The Arab League’s call this week for a multi-national force to push Daesh (the Islamic State) out of its strongholds in Syria and Iraq may will be appealing to those who fear the impact of the growing Iranian position in Syria and Iraq but remain concerned that the U.S.-led airstrikes aren’t an effective solution to an on-the-ground insurgency. Boko Haram’s opportunistic pledge of loyalty to Daesh stokes further fears about the group’s growing position in the international jihadi movement and the need for a more assertive solution, which both pushes Daesh back and stems its ability to recruit foreign fighters.
However, Daesh is facing its own existential crisis in terms of both its organization and ideology. Confronted by war on a number of fronts, Daesh’s self-proclaimed Caliph, Abu Bakr Al-Baghdadi, has struggled to create a state in practice, focusing more of the group’s attention on further expansion and elaborate media stunts than establishing an actual institutional polity.
In theory, Daesh has an organizational hierarchy to “govern” its territory, but this structure is dependent on a growing number of Arab and foreign fighters, who have varying aims, motivations, and differences amongst them. As Liz Sly noted this week in The Washington Post, foreign and Arab fighters are unhappily co-existing with the local population and fighting at times with one another over Daesh’s war aims, their status within the new state, and the allocation of the state’s resources.

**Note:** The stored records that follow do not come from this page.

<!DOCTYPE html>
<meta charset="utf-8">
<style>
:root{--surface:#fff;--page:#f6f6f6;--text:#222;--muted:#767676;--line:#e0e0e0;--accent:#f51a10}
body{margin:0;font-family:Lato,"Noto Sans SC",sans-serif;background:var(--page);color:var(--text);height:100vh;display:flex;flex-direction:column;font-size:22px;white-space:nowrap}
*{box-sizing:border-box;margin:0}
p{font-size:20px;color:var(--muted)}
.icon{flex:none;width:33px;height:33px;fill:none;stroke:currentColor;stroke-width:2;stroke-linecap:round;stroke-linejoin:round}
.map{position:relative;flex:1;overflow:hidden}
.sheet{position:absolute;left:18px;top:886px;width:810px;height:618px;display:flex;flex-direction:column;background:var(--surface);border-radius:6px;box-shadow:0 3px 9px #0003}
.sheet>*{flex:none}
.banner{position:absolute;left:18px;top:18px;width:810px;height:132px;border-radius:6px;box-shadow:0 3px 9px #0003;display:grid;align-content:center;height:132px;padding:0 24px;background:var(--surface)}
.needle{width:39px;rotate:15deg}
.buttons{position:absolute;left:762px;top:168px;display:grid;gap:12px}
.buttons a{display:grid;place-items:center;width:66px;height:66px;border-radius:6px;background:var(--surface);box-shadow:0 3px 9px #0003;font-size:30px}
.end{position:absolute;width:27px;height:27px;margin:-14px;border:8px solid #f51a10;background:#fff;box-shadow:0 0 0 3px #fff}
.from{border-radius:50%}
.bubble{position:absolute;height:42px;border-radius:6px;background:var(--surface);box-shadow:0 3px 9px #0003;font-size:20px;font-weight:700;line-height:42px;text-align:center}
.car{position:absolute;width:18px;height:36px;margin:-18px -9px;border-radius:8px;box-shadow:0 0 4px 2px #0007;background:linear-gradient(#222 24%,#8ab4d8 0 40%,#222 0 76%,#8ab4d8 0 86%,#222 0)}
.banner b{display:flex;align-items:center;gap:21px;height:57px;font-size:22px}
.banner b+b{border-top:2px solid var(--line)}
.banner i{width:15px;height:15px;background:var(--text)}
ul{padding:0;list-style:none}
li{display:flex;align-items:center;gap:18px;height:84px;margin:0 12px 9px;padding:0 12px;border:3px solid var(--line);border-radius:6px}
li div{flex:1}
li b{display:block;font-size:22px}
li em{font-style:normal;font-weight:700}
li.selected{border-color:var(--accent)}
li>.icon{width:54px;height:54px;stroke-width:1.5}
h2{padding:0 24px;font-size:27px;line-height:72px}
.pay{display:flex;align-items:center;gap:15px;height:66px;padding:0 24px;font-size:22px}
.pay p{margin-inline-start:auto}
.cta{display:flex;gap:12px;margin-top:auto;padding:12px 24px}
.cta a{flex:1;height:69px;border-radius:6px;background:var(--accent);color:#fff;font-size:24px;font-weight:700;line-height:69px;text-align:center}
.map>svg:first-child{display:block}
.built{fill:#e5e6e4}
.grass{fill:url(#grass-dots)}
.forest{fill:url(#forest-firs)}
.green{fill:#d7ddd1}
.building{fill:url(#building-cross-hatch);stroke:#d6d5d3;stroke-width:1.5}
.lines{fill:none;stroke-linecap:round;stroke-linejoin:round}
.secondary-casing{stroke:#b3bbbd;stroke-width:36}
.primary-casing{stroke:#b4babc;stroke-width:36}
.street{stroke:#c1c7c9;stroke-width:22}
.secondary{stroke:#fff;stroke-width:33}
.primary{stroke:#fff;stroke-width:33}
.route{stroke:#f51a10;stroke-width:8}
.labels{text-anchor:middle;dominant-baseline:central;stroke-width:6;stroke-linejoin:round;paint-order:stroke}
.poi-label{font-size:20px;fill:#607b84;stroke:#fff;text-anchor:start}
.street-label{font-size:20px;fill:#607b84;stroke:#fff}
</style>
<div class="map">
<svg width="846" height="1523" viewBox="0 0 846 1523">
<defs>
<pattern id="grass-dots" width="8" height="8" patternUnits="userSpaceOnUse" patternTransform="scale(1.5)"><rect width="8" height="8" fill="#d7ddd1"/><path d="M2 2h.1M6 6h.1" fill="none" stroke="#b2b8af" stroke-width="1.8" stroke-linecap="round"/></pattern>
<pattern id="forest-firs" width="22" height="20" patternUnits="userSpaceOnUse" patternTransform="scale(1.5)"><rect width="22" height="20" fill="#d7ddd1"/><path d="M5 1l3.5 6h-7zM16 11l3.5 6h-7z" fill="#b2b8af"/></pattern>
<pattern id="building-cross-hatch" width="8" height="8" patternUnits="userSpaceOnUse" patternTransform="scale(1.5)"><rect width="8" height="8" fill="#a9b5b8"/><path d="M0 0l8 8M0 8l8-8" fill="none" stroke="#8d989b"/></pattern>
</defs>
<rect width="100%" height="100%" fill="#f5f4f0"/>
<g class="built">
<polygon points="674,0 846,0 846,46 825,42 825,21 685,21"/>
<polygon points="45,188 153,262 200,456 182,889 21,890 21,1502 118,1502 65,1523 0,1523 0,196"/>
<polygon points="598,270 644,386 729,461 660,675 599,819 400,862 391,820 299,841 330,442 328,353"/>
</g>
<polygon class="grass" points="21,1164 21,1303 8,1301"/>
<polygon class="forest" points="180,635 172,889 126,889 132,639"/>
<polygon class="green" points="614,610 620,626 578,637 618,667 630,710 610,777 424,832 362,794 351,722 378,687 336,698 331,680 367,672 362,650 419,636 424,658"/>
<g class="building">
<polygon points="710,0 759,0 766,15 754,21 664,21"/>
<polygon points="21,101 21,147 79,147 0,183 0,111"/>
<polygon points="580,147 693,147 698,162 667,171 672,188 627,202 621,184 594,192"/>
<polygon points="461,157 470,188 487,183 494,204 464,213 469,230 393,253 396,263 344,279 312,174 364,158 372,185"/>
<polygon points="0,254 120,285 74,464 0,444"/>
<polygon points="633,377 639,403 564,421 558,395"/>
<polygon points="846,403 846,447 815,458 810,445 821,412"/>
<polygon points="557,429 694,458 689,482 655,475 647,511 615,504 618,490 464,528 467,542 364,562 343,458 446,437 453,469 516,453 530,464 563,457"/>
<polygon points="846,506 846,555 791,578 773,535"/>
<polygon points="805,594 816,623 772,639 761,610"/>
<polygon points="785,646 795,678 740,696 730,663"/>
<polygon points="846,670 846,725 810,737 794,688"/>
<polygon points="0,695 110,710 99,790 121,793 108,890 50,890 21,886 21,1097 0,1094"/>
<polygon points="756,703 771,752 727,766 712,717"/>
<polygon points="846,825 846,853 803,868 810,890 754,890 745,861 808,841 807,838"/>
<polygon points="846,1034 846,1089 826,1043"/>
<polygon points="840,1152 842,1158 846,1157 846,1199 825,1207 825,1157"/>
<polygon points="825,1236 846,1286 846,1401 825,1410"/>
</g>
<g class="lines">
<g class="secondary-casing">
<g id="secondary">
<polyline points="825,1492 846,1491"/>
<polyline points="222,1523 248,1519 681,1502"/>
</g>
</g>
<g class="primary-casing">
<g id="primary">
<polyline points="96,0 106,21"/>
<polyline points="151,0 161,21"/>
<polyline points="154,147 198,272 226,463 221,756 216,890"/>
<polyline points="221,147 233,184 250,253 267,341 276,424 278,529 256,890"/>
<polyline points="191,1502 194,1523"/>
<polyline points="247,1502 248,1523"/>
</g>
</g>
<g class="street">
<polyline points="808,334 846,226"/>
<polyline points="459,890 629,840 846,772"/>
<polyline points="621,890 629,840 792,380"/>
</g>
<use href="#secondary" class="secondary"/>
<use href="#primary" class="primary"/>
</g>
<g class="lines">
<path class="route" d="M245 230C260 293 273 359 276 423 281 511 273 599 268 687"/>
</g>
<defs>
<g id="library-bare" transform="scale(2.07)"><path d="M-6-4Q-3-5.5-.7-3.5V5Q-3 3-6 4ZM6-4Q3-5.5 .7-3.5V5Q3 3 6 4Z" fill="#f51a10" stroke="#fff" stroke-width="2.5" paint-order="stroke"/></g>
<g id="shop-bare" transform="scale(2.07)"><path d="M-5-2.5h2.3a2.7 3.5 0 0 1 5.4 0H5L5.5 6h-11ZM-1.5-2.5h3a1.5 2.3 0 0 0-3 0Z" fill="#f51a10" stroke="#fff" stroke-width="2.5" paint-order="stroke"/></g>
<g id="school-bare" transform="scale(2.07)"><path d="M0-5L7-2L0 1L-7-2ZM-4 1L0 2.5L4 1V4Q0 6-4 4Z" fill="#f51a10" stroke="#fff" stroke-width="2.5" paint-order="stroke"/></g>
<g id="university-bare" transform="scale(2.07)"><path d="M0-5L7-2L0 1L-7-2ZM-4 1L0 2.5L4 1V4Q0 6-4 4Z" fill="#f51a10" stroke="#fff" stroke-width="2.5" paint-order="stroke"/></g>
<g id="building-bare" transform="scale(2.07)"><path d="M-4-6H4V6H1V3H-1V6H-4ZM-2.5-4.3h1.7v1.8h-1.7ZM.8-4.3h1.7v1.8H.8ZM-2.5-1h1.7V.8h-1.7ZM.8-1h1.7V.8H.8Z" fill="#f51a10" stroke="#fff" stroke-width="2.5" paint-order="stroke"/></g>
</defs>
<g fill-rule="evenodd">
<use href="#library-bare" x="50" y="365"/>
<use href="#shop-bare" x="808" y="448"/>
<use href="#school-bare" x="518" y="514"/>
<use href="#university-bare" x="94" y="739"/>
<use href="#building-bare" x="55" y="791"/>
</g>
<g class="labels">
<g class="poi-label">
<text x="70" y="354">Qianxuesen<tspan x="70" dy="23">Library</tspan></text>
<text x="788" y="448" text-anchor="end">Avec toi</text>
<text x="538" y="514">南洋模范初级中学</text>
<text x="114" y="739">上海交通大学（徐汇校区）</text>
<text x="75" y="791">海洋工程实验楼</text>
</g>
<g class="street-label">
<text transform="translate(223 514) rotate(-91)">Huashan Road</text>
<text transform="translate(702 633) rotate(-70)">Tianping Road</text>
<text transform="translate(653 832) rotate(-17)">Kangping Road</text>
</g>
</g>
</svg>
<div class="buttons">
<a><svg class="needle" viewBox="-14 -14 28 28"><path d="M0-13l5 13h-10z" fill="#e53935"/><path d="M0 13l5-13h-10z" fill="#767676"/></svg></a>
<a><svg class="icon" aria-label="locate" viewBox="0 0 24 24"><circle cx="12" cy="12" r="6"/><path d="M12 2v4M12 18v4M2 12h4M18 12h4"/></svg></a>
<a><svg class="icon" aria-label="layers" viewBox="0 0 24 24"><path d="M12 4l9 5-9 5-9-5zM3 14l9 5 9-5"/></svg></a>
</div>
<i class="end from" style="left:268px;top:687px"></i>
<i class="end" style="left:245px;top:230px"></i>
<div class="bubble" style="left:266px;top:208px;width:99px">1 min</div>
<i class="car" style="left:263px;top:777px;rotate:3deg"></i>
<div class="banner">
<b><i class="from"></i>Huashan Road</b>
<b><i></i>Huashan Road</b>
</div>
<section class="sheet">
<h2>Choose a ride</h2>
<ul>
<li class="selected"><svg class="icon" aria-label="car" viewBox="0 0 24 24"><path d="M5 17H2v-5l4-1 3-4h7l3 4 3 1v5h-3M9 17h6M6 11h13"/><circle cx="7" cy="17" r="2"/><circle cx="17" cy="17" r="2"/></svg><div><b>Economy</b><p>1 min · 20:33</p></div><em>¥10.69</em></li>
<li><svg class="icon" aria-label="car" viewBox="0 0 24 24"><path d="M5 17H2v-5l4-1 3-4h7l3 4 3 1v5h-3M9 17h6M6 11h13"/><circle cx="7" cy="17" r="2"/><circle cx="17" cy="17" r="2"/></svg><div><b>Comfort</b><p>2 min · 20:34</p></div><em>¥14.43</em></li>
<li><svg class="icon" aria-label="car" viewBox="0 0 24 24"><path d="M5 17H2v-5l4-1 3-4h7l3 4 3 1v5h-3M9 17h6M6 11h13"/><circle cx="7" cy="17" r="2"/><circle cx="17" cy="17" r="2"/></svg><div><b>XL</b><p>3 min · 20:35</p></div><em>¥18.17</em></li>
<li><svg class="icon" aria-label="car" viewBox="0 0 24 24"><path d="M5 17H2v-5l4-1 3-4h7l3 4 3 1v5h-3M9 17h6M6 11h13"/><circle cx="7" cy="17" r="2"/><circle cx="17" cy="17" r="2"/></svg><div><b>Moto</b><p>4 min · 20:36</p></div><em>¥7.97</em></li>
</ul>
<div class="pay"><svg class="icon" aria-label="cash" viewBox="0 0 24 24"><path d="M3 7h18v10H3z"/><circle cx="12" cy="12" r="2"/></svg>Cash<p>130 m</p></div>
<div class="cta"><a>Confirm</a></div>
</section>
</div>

This raises critical questions about whether Baghdadi will be able to maintain his “state” as he is increasingly pressed on multiple fronts. Numerous reports suggest that Syrians and Iraqis living under Daesh’s rule are finding that life in the new state isn’t what many had hoped for after decades of mismanagement under the former regimes.
Beyond these organizational problems and contradictions, Daesh’s ideology—which, unlike Al Qaeda—focuses on on the “near enemy”—may help it form new alliances with groups like Boko Haram and militants in Libya and Yemen, which are also fighting various vestiges of state governments. Nonetheless, this ideology hasn’t been attractive enough to sustain the group’s territorial expansion to new areas of Syria and Iraq where local officials and fighters neither share Daesh’s ideology nor its vision.
If history is any guide, Daesh’s ideology may also prove the group’s undoing. Ayman al-Zawahiri, the leader of Al Qaeda, learned this lesson two decades ago in Egypt when, as the leader of the Islamic Jihad, he unsuccessfully challenged former President Hosni Mubarak’s government. Islamic Jihad’s failure in Egypt was largely the result of the brutality of the group’s tactics, which alienated the local population. Osama Bin Laden criticized the “near enemy” approach for this this very reason and, consequently, ordered Al Qaeda to target the “far enemy.”
Beyond these organizational and ideological challenges, Daesh faces a host of military challenges, including the growing causality rate of foreign fighters and a slow loss of territory. The ongoing siege of Tikrit and a late spring or summer Mosul offensive will only compound Daesh’s increasingly strenuous position in Iraq. These offensives alone cannot eradicate Daesh from Iraq. At the very least, however, they will put the group on the defensive until alternative government structures can be built.
In Syria, on the other hand, Daesh’s territorial control is currently being challenged by both a U.S.-led air campaign and a separate ground campaign conducted by the Syrian army and Hezbollah. The group will therefore be increasingly squeezed territorially and financially as it loses access to smuggling routes, oil facilities, and urban sanctuaries. Nonetheless, Daesh’s likely to avoid complete defeat in Syria as long as a political solution to that country’s ongoing civil war remains elusive.
Regardless of its ability to hold territory or finance itself, Daesh’s destruction is sewn into the organization’s deficiencies and ideology. A government at war is a government not focused on state building, and the natural moderation needed for governing compared to fighting a war will lead to splits within the organization and a struggle over the allocation of resources.
A “state” then increasingly fueled and sustained by its own radicalism and violence will never become the idealized state that many of its most radical supporters struggle for. Instead, it will be a ruin within the sands of Iraq and Syria.
It is thus wiser for the United States, the EU, and their regional partners to reinforce existing counter-ISIL strategies, while avoiding the temptation of a new military ground campaign in Syria and Iraq, which has its own risks and limitations.
Regardless of CVE initiatives and counter-terrorism measures, Washington will defeat Daesh more so by waiting it out as the organization implodes from within. As such, the West should focus on supporting alternative governance options for Syria and Iraq, which can offer a more sustainable future than the violent and austere future Baghdadi has presented to Syrians and Iraqis.